*Collected data*.
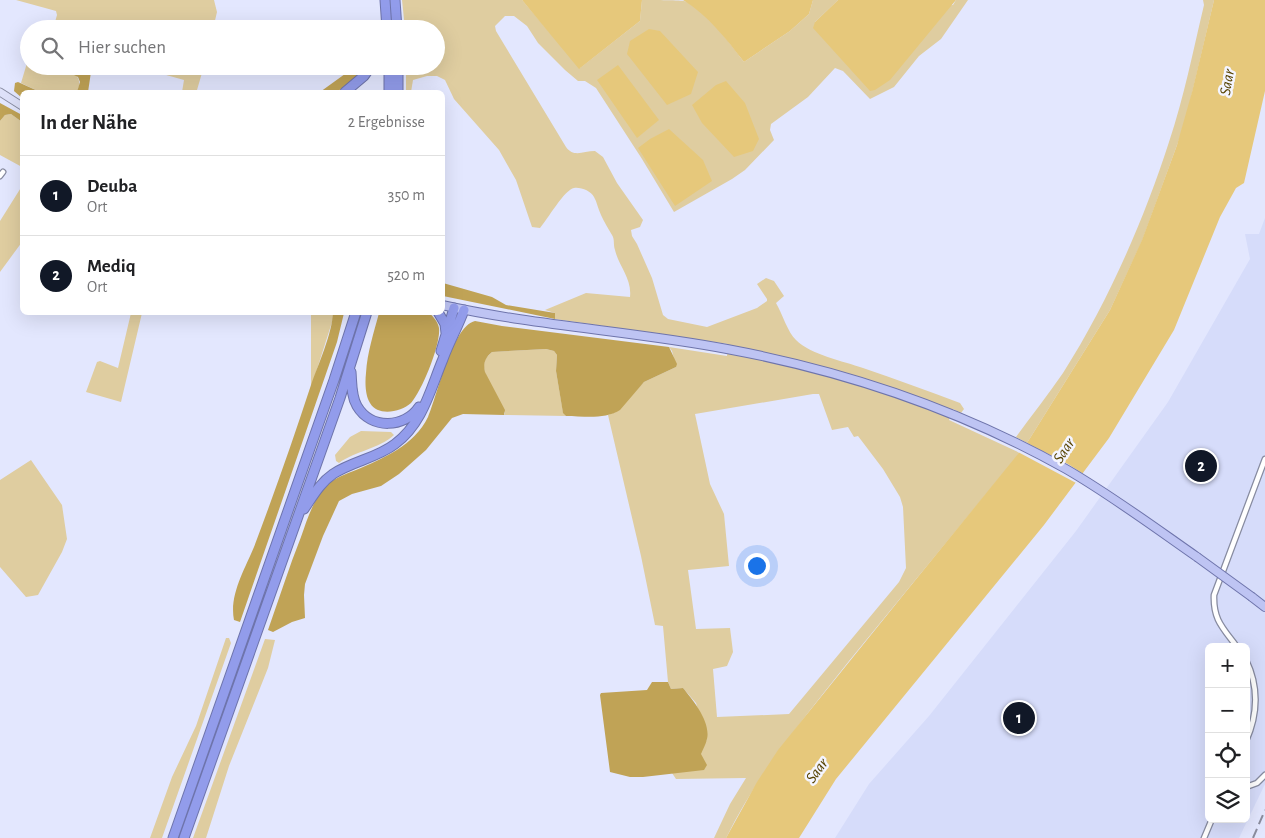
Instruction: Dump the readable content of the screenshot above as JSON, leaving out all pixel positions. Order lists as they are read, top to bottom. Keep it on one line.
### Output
{"water":["Saar"],"page":{"search":"Hier suchen","heading":["In der Nähe","2 Ergebnisse"],"list":[{"mark":"1","name":"Deuba","note":"Ort","value":"350 m"},{"mark":"2","name":"Mediq","note":"Ort","value":"520 m"}],"pins":["2","1"],"map_buttons":["+","−"]}}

*Work to complete*. All of the material must be repeated exactly in the answer, apart from the pictures.

*Answer space*.
Instruction: Dump the readable content of the screenshot above as JSON, leaving out all pixel positions. Order lists as they are read, top to bottom. Keep it on one line.
### Output
{"water":["Saar"],"page":{"search":"Hier suchen","heading":["In der Nähe","2 Ergebnisse"],"list":[{"mark":"1","name":"Deuba","note":"Ort","value":"350 m"},{"mark":"2","name":"Mediq","note":"Ort","value":"520 m"}],"pins":["2","1"],"map_buttons":["+","−"]}}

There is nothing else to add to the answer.